From the data that follows, copy every line with the string "text".

Stored items:
◇ ◇ ◇ ◇ ◇

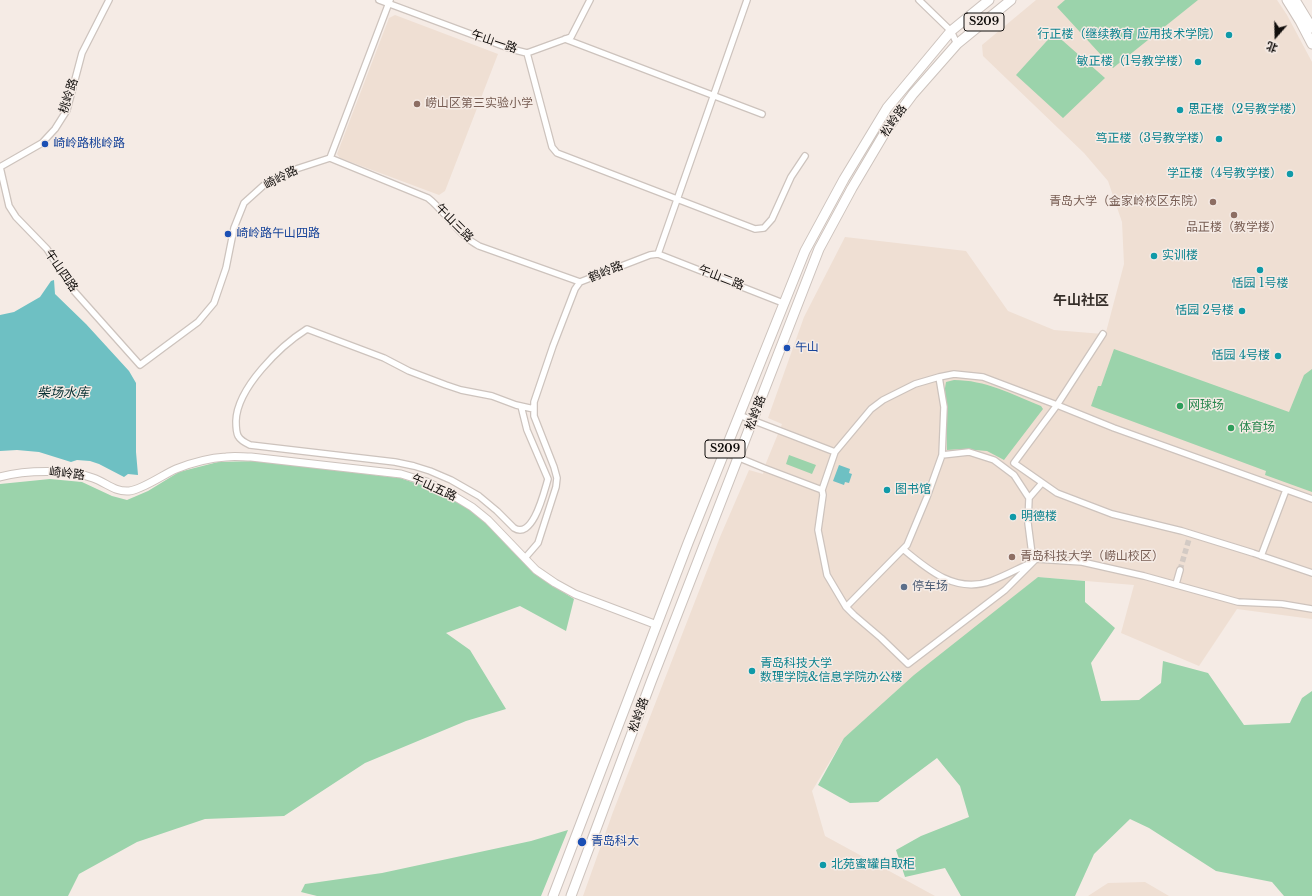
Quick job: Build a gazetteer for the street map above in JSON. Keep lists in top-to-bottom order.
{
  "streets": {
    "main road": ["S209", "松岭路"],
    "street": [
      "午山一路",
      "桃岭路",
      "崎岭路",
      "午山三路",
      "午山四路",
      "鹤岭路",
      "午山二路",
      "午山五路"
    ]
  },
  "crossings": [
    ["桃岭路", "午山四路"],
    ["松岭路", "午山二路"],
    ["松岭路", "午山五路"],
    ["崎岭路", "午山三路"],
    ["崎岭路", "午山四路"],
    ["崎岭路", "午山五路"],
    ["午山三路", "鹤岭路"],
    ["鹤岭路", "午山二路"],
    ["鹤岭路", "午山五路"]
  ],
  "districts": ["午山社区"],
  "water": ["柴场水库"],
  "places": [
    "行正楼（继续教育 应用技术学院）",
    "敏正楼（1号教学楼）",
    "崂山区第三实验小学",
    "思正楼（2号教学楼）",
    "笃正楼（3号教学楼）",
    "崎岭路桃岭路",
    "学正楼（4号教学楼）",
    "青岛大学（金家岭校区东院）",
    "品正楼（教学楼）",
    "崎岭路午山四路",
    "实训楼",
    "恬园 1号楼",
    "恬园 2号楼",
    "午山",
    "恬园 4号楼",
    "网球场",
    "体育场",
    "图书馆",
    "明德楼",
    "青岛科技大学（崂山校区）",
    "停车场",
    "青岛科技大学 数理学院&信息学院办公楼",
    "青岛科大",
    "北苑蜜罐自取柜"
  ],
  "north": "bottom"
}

◇ ◇ ◇ ◇ ◇

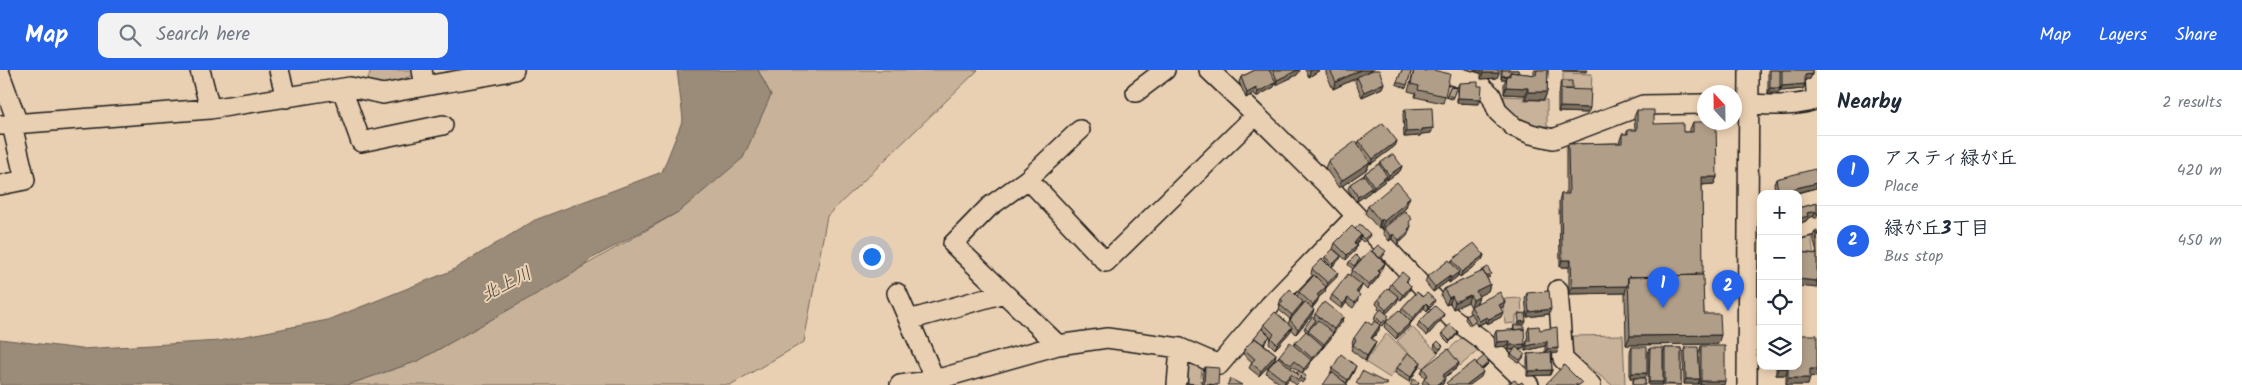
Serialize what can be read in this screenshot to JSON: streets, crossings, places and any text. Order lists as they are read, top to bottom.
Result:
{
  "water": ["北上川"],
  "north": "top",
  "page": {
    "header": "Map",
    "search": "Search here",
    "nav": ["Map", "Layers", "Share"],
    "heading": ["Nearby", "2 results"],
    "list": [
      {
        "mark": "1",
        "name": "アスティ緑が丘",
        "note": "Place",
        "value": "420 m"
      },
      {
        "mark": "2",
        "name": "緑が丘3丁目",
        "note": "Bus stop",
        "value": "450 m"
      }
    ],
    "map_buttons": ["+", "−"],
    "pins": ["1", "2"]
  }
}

◇ ◇ ◇ ◇ ◇

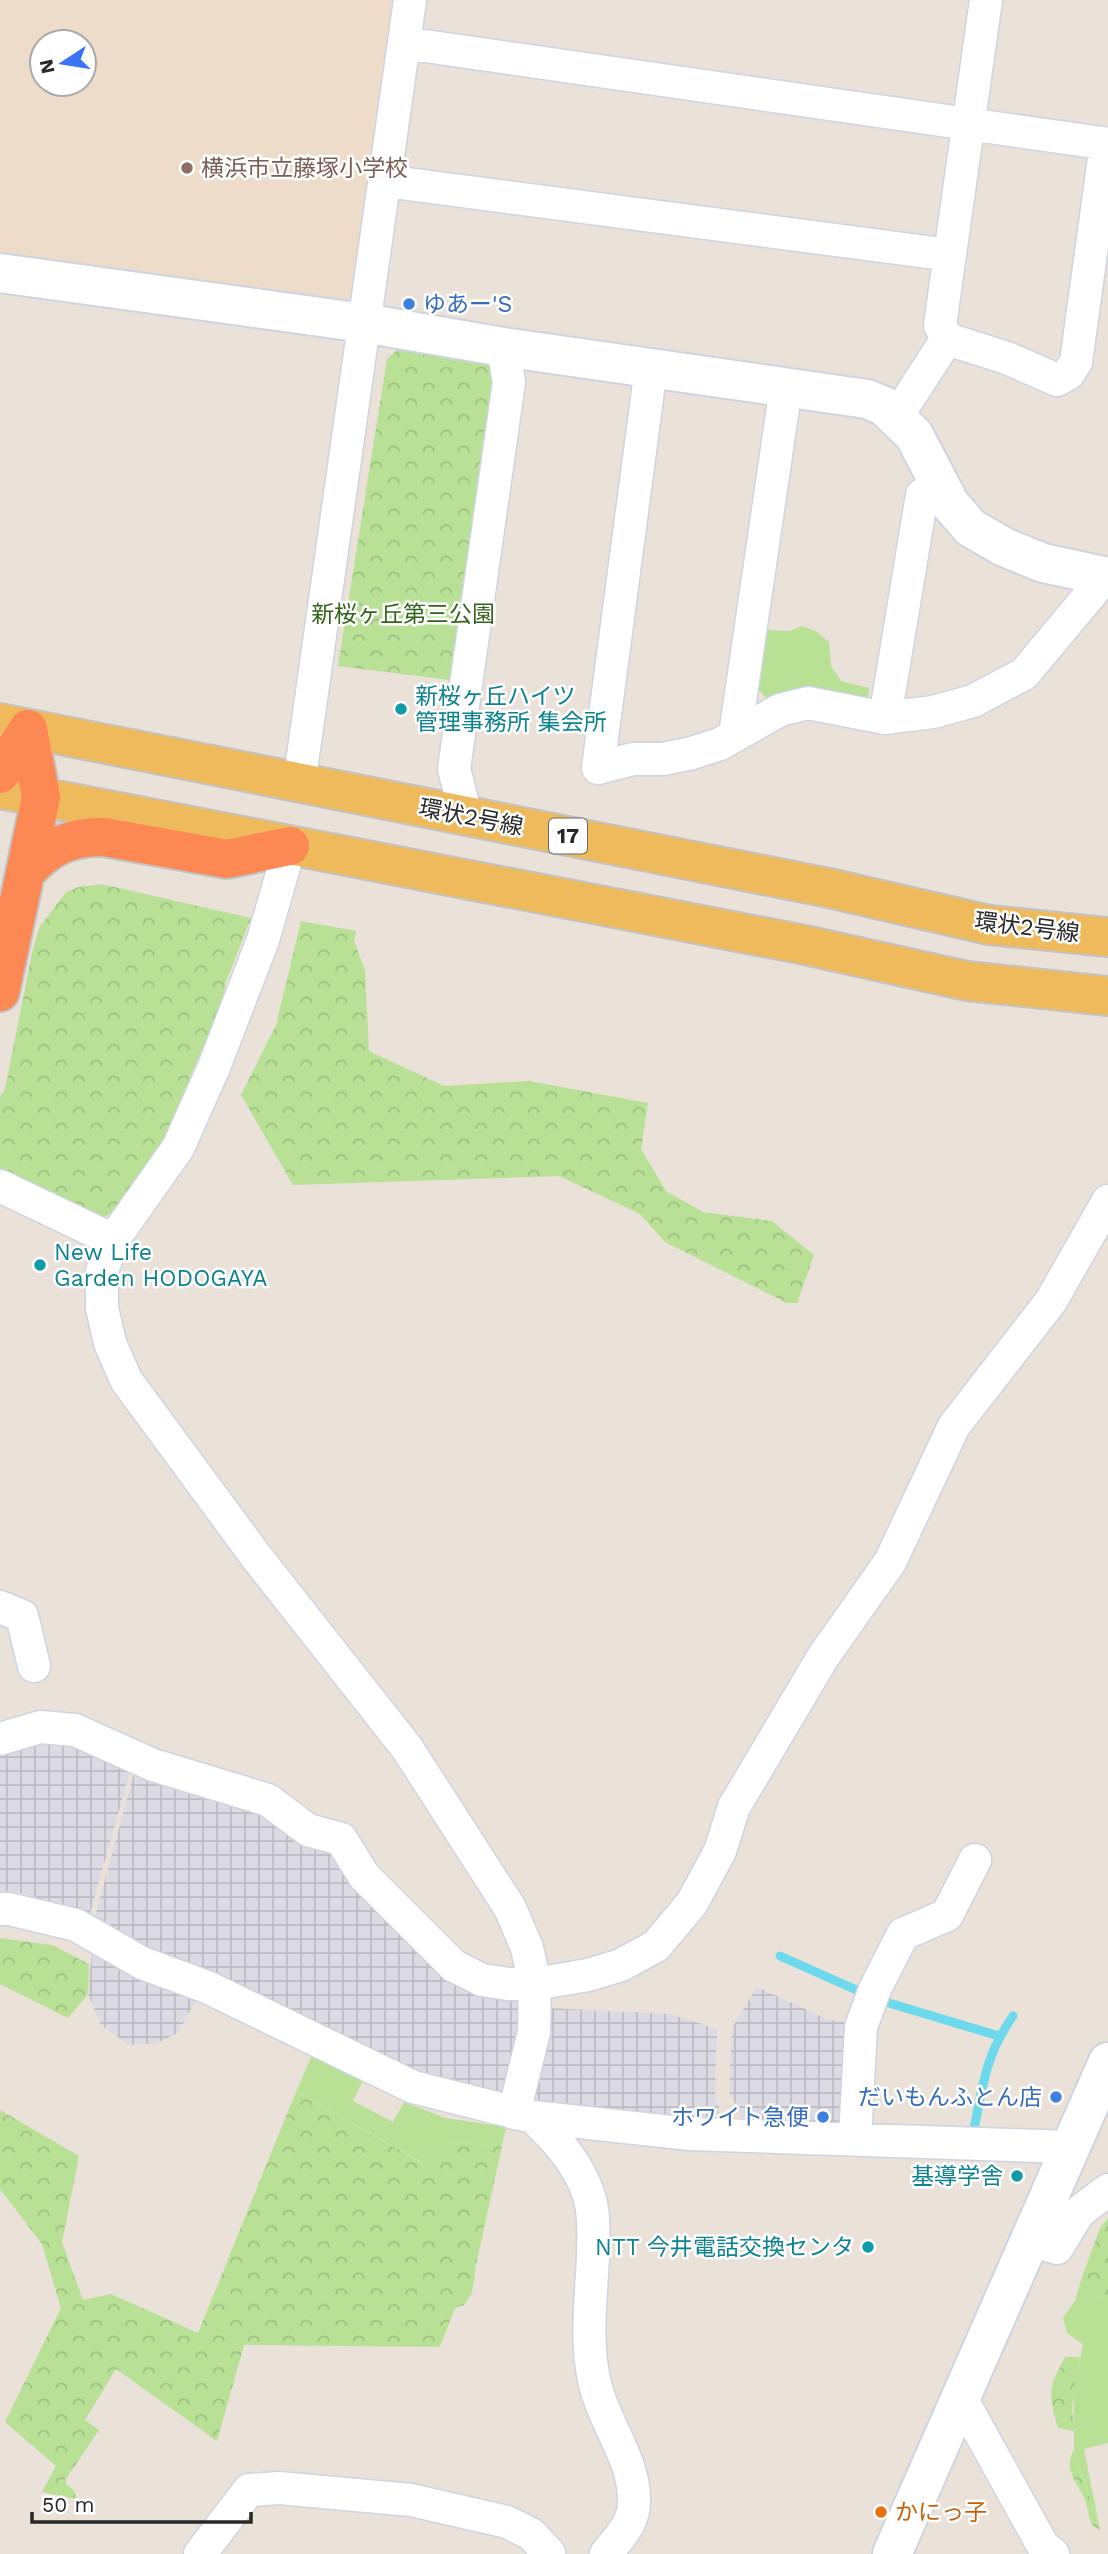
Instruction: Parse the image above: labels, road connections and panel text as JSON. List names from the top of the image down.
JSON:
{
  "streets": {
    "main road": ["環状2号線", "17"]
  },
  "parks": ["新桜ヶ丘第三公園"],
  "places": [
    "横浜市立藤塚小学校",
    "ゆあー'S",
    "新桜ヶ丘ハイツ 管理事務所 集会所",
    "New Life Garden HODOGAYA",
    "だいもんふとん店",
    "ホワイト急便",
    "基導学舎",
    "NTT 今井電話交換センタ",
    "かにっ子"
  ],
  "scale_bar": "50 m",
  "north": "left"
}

◇ ◇ ◇ ◇ ◇

§ SOLUTION TO THIS TASK:
Serialize what can be read in this screenshot to JSON: streets, crossings, places and any text. Order lists as they are read, top to bottom.
Instruction: Parse the image above: labels, road connections and panel text as JSON. List names from the top of the image down.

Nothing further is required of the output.